You have paddled out and now sit on your surfboard waiting for waves, the sun low in the sky despite the noon hour. The air temperature is 35 degrees Fahrenheit, the ocean about the same. Your mind wanders. You’re here only by virtue of the warmth your wetsuit provides through the science of its advanced neoprene.
You think that until now there has never been a type of apparel that actually wants you, that can’t live without you, that desires you with such clinging — no, call it what it is — with such passion as you step into it, stretching the neck hole and climbing down in. And, then you feel it pulling you deeper into its legs and arms, hands and feet, ever deeper, a backward metamorphosis until you become larval.
You have surrendered to the suit’s muscular rubber. A second skin, for sure, but it feels like the science has been advanced to the point that the suit — could it be? — has a will of its own.
Ha! Such a foolish thought. And yet you know what’s coming at the end of the surf session. Enough silliness, here comes a wave.

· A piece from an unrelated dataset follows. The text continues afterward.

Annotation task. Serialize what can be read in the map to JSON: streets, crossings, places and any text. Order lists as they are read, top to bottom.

A nice ride. A crisp head-high left. You paddle back out and turn your bare face to the sun.
The air is so cold the ocean is steaming, losing whatever is left over from the Gulf Stream. You’re cozy in your wetsuit. You silently extol its virtues. Then again, it’s possible isn’t it? Beings with artificial intelligence have always been portrayed with lots of wires, shiny stainless steel bones, but it could be simpler than that, more insidious. Maybe Xcell, O’Neill, Patagonia, and the other wetsuit makers are afraid to admit the truth: that they have lost control of the science, that the suits now have minds of their own, a will to keep us warm that’s been molded into them just as the will to herd or to hunt has been bred into dogs.
You start to panic, knowing and fearing what you must face when you paddle back to shore. Are the suit’s tiny capillaries taking root in your arms and legs? Is that the cause of the itch, the not-unpleasant itch, you’re feeling?

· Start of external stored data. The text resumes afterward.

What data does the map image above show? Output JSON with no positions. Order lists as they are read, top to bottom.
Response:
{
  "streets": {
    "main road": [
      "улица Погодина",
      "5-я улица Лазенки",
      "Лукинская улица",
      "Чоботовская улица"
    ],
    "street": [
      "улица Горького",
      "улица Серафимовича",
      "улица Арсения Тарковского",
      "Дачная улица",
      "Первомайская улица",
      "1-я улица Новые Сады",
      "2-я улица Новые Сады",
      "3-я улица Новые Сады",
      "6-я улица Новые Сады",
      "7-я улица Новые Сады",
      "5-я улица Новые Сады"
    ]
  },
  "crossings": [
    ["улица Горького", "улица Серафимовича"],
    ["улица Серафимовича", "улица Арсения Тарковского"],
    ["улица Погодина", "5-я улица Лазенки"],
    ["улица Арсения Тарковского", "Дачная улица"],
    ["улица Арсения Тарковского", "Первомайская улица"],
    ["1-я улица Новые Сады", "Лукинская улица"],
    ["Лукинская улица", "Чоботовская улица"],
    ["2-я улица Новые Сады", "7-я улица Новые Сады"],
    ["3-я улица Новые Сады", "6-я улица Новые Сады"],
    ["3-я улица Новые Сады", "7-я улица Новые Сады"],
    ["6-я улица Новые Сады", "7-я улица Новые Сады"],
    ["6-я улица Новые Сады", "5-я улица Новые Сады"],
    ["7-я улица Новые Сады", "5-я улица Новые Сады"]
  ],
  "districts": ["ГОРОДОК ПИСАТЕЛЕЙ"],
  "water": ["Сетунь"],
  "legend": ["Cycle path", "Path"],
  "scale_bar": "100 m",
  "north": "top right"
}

Easy, easy does it. You’re warm, the wind is offshore, and only a few other surfers are in the line-up. You exchange pleasantries with them, share waves, but now you notice what looks to be worry on their pinched faces as they peer out of their tight wetsuit hoods. They look as though they’re seeing the world disappear the way a dog or a baby pig sees it just before the boa constrictor closes its mouth. They look swallowed.
Uh-oh, Dalton’s paddling in. Peter says he’s got to go to work after one more wave. Charlotte looks cold. Soon you’ll be alone. It’s winter. No one hangs at the beach at this time of year, and your wife is not at home. You’ll be alone, well not really alone.
You are one with your wetsuit and must now begin the humiliating pleading that few surfers will admit to: Please let me out.
You catch one more wave and paddle to shore. The wind is blowing hard. You start the truck and turn up the heat. You stand outside with the door open and succeed in pulling the hood off – easy.
You steel yourself. Now you have to climb out through the suit’s neck, but its shoulders are strong. You stretch the neck and succeed in exposing one shoulder, but the extra tension renders that arm helpless.
“Please let me go,” you whine. You use the freer arm to pull the suit’s torso down. A wrinkle of loose material forms at the waist, but the small victory only succeeds in angering the suit. Now you’re pissed off too, but experience has taught you that cursing only backfires.
A few more tugs at the suit’s torso and you succeed in freeing your other shoulder, but now both arms are pinned.
You’re in the French Foreign Legion. You’ve been captured and are being led to the wall to be shot.
You pull the suit’s left wrist. It reacts by swallowing your hand. Both arms are pinned to your sides and your left hand is consumed. You begin to bite the air and stamp your feet. You hear laughter and think it’s the sadistic suit, but it’s a little girl who has been watching the one-sided battle. You beg her to help, but she thinks you’re weird and runs away.
The suit is diabolical. Every appendage has become a Chinese handcuff. The harder you struggle, the tighter they get. You’re exhausted. You promise never to pee in the suit again. The suit knows that’s a lie.
You fall on your knees facing the sea, the cold inquisitor. You are Sir Thomas More at the block, Jonah within a form-fitted whale, a madman howling at his straitjacket, a pod-person whose body has been snatched and prepared for the takeover. Crows begin to replace gulls on the beach around you.
You’re getting cold with head and shoulders bared. The wetsuit promises to keep you warm. Suggests that you come back in out of the cold, cover your shoulders again, replace the hood. No, let me go, you silently plead. And then, aloud to your suit:
“I promise we’ll go surfing tomorrow.”
“Oh, hey, that sounds great. I’m stoked.” Your friend has come up behind you. He missed the surf session.
“Here, let me give you a hand.” He pulls the suit’s shoulders down and frees your arms. You’ve been disgorged, reborn, a butterfly escaped from its chrysalis, but you stifle your ecstasy in the interest of cool.
“How were the waves?” he asks, knowing full well — as you tug at one of the suit’s arms to free your hand — that waves were only the tip of winter-surfing’s iceberg.
“Great,” you say. “The waves were awesome.”